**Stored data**
"""

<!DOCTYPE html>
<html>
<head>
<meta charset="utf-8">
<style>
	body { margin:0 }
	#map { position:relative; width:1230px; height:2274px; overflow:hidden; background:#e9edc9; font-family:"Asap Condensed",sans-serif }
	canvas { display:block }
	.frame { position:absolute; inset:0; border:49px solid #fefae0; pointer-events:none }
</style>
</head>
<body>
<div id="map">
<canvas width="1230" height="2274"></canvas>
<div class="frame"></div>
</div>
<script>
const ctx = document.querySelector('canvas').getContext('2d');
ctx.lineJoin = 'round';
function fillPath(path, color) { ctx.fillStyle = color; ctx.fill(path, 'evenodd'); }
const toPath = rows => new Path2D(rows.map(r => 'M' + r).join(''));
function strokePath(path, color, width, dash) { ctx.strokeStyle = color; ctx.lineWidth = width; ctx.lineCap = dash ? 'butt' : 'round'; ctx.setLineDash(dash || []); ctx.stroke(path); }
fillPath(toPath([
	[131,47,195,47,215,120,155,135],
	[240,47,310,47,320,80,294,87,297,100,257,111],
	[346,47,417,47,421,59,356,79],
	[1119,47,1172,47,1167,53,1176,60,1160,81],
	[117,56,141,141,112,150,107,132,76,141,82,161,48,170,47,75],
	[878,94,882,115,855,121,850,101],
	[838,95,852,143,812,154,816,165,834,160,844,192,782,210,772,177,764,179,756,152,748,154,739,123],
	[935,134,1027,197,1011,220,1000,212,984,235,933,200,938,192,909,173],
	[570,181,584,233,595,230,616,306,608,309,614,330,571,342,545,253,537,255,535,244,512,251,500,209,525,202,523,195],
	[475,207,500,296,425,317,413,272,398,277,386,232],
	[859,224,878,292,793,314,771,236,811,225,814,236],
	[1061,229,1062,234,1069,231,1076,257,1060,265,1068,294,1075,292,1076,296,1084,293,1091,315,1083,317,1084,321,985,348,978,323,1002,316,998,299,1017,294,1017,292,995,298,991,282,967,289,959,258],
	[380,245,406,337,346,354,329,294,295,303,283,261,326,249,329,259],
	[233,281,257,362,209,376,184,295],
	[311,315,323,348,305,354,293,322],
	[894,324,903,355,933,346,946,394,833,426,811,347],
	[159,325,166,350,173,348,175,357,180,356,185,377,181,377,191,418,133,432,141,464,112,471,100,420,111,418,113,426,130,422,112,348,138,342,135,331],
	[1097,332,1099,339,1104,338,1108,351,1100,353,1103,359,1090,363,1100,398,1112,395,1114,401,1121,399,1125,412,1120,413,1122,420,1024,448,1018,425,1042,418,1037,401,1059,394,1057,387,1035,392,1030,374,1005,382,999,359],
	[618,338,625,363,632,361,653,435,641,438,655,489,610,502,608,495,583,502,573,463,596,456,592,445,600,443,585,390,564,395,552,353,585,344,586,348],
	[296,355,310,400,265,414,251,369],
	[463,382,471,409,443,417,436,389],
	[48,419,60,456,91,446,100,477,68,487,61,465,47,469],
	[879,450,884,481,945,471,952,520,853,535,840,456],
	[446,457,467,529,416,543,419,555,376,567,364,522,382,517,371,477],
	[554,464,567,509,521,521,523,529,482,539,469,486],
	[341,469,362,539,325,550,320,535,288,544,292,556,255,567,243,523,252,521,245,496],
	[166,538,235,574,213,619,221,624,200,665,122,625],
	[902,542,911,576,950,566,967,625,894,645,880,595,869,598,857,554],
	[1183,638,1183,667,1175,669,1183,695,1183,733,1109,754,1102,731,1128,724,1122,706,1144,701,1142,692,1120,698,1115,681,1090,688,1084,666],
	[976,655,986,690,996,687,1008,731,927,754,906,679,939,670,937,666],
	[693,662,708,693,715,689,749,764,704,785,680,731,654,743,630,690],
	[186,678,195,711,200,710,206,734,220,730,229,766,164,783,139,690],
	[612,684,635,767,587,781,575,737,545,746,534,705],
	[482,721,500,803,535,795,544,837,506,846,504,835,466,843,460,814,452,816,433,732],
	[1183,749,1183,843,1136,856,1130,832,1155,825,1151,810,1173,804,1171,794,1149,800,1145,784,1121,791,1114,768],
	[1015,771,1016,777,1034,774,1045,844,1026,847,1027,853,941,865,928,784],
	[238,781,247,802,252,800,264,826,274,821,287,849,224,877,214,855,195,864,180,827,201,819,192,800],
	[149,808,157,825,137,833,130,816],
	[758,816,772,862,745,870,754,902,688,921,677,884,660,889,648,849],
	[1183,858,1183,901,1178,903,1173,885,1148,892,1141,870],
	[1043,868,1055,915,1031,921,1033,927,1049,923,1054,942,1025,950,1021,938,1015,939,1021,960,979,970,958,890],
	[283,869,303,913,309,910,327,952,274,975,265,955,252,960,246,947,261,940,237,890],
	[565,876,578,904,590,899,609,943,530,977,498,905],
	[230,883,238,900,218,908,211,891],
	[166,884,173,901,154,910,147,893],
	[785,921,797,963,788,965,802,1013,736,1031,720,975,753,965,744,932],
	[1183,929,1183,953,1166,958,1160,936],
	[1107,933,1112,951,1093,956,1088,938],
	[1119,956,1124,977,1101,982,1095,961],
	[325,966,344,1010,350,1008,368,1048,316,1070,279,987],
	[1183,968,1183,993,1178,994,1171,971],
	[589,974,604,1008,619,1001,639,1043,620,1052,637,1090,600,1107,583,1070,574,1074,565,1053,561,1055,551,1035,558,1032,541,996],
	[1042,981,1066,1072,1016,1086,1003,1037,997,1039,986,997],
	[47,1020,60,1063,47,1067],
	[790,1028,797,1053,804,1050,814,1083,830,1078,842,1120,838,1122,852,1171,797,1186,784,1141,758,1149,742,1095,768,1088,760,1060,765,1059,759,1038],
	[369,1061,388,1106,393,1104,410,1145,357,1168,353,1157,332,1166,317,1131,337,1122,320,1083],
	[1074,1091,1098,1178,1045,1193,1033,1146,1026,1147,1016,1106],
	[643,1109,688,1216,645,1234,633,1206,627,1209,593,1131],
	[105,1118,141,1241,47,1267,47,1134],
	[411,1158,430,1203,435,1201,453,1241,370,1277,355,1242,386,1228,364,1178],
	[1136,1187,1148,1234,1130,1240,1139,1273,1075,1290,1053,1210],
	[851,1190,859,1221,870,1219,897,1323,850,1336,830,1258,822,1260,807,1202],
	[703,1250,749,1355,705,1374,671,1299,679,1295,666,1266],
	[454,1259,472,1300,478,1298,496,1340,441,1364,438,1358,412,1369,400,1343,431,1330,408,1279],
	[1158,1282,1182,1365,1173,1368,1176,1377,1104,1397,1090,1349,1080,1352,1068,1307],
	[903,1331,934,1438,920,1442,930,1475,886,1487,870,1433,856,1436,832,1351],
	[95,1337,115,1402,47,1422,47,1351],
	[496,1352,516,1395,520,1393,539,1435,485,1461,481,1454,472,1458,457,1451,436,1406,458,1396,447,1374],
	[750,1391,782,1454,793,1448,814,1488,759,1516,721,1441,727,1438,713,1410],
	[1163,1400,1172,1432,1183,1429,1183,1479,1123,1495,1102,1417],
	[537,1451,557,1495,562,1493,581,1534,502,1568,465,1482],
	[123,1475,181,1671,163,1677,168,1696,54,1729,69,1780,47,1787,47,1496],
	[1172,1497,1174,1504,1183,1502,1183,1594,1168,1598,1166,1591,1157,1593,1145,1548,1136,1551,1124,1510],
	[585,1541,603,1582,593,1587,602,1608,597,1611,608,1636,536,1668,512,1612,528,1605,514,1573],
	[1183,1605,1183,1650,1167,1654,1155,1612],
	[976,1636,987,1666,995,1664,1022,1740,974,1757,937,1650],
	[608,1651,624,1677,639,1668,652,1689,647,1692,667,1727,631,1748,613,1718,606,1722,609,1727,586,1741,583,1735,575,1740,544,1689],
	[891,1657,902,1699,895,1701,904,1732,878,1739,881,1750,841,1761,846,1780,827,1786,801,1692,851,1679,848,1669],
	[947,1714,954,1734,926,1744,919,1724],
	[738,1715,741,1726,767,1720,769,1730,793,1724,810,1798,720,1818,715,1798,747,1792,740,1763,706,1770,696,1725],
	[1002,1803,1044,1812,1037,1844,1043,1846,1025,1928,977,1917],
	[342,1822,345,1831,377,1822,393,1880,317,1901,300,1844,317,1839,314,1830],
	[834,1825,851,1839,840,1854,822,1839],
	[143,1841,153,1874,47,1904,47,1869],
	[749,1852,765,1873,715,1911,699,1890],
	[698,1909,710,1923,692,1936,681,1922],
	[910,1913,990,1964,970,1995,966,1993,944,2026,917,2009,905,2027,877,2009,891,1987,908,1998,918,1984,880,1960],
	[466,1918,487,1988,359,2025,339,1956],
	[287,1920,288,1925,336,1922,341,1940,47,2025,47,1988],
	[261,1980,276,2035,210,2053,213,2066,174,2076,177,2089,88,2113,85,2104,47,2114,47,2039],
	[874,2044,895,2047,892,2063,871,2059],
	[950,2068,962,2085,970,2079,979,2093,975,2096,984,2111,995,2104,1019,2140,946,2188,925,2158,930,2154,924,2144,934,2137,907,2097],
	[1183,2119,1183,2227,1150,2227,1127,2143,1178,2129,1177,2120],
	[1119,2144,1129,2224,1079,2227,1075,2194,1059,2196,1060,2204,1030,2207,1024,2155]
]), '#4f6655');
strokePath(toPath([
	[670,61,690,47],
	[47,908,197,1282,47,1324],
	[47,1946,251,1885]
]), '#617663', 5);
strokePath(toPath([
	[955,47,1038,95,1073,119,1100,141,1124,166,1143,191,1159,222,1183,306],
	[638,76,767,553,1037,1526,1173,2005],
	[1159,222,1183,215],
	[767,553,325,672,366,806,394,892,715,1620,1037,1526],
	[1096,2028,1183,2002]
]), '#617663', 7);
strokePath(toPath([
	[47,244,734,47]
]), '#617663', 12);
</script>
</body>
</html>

"""

Line tally for "canvas": say how many lines of the records above contain it, and give nothing but the number.

**TASK RESPONSE**
3